Within the records below, find each line with the word "rows" and copy it out.

[Dataset excerpts]
• • • •
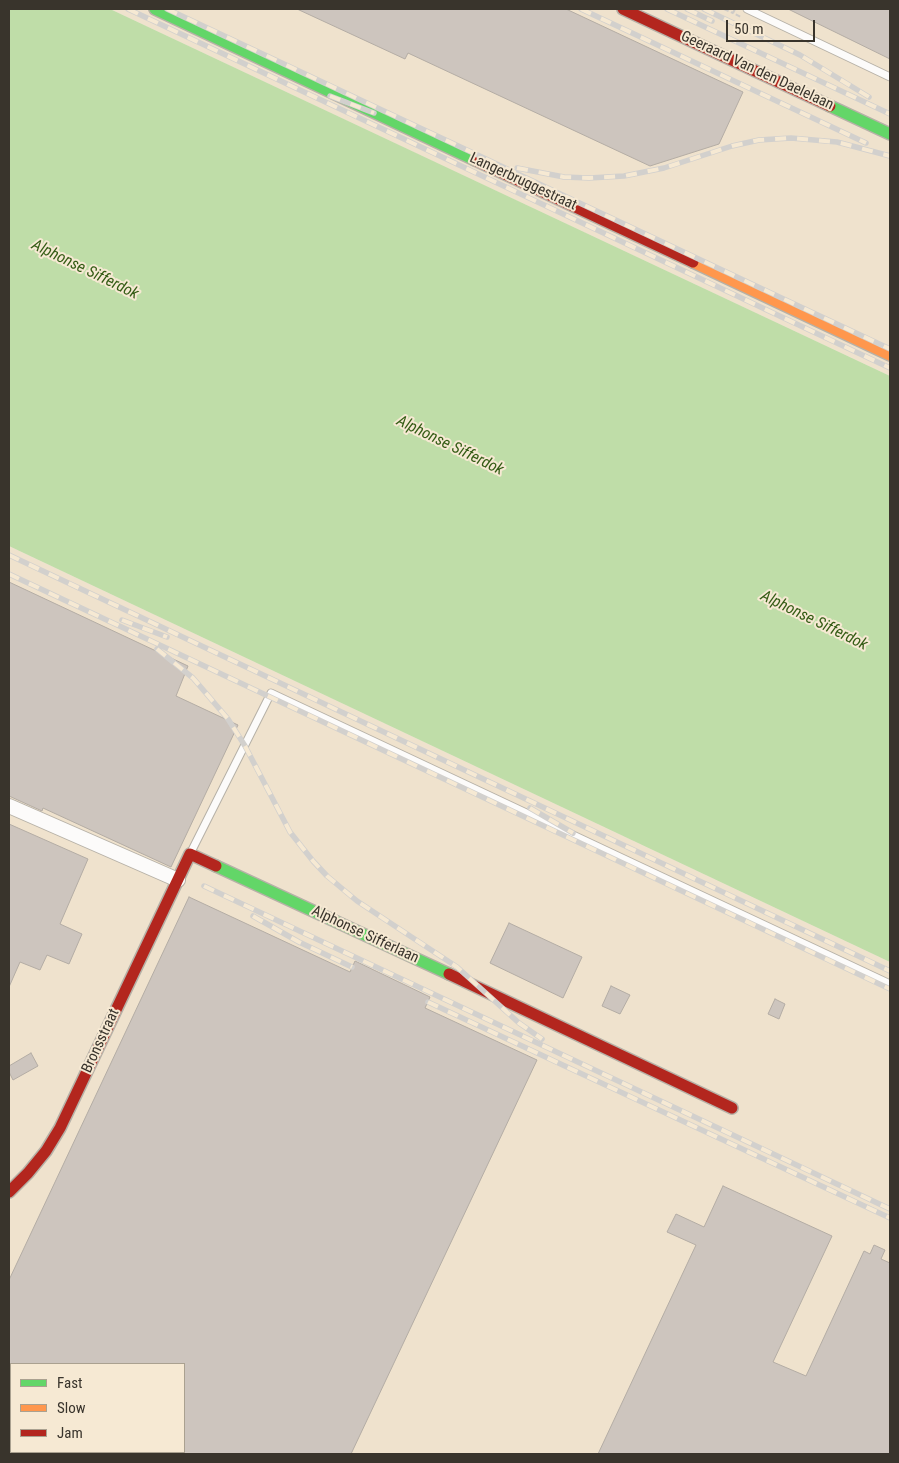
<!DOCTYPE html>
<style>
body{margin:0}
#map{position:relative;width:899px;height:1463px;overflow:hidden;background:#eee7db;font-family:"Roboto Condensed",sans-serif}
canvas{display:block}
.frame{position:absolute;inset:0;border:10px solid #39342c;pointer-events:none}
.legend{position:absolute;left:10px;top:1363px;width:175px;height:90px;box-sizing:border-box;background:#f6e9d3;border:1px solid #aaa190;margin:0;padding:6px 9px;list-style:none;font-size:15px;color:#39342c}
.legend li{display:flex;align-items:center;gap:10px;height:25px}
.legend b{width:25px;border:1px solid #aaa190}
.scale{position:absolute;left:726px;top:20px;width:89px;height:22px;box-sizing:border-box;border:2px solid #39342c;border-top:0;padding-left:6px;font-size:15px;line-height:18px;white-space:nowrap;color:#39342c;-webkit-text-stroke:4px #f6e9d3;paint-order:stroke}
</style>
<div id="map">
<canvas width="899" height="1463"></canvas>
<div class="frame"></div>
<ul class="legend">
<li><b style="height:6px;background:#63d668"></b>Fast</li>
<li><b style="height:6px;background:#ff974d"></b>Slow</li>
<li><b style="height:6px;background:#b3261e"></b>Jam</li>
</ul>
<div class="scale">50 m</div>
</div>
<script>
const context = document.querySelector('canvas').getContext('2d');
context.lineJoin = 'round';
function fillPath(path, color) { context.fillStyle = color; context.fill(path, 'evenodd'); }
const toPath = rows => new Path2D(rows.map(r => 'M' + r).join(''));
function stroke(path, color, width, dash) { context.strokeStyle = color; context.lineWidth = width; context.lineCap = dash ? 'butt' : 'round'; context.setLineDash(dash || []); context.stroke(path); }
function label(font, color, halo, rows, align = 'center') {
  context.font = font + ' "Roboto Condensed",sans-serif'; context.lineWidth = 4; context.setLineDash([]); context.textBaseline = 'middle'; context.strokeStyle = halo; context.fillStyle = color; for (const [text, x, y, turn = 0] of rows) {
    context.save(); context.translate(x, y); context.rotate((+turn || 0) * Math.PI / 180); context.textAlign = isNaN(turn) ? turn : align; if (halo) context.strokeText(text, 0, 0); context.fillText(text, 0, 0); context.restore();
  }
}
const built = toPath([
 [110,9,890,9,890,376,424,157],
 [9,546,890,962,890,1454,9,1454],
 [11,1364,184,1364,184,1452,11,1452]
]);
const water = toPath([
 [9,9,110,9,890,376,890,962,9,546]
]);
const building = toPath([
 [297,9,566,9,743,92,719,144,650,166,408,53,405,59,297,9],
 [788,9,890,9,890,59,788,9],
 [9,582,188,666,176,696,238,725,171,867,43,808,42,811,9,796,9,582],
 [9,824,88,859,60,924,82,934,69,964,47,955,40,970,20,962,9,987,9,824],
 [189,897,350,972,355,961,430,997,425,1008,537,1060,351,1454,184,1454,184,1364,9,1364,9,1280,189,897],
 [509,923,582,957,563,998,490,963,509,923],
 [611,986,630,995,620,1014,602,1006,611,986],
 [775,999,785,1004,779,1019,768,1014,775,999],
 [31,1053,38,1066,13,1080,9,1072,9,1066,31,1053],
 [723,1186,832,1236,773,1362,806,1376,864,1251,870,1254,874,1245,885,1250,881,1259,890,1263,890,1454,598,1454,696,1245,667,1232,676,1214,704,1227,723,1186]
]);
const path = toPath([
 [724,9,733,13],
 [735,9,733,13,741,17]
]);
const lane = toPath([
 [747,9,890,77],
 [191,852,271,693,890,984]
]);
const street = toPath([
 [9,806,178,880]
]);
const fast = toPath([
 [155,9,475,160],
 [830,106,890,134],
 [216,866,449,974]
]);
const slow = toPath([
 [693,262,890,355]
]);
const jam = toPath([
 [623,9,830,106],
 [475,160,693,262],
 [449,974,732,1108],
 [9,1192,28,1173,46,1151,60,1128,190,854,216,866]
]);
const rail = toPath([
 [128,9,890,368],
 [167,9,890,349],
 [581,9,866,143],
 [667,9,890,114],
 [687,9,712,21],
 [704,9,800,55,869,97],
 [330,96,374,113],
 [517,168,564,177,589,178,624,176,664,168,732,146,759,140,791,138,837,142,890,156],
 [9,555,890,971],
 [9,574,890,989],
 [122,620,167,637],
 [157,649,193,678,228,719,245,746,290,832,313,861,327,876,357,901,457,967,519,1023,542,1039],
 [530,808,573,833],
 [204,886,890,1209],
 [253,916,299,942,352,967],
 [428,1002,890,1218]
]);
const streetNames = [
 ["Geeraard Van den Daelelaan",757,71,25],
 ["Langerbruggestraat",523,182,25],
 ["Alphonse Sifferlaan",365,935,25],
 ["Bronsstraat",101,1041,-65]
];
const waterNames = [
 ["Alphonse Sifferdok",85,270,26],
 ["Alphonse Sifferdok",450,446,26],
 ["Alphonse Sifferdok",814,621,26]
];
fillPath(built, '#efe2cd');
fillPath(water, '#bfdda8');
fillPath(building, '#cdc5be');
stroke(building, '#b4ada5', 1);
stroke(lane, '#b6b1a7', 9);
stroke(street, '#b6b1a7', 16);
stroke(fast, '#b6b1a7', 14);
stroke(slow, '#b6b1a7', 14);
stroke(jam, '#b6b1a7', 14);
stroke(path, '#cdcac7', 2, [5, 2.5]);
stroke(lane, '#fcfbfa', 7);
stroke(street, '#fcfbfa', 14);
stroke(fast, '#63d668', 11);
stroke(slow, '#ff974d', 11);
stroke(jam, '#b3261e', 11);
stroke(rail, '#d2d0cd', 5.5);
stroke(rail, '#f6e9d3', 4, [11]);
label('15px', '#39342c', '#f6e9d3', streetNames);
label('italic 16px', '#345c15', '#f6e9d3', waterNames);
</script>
• • • •
### Expected output
const toPath = rows => new Path2D(rows.map(r => 'M' + r).join(''));
function label(font, color, halo, rows, align = 'center') {
  context.font = font + ' "Roboto Condensed",sans-serif'; context.lineWidth = 4; context.setLineDash([]); context.textBaseline = 'middle'; context.strokeStyle = halo; context.fillStyle = color; for (const [text, x, y, turn = 0] of rows) {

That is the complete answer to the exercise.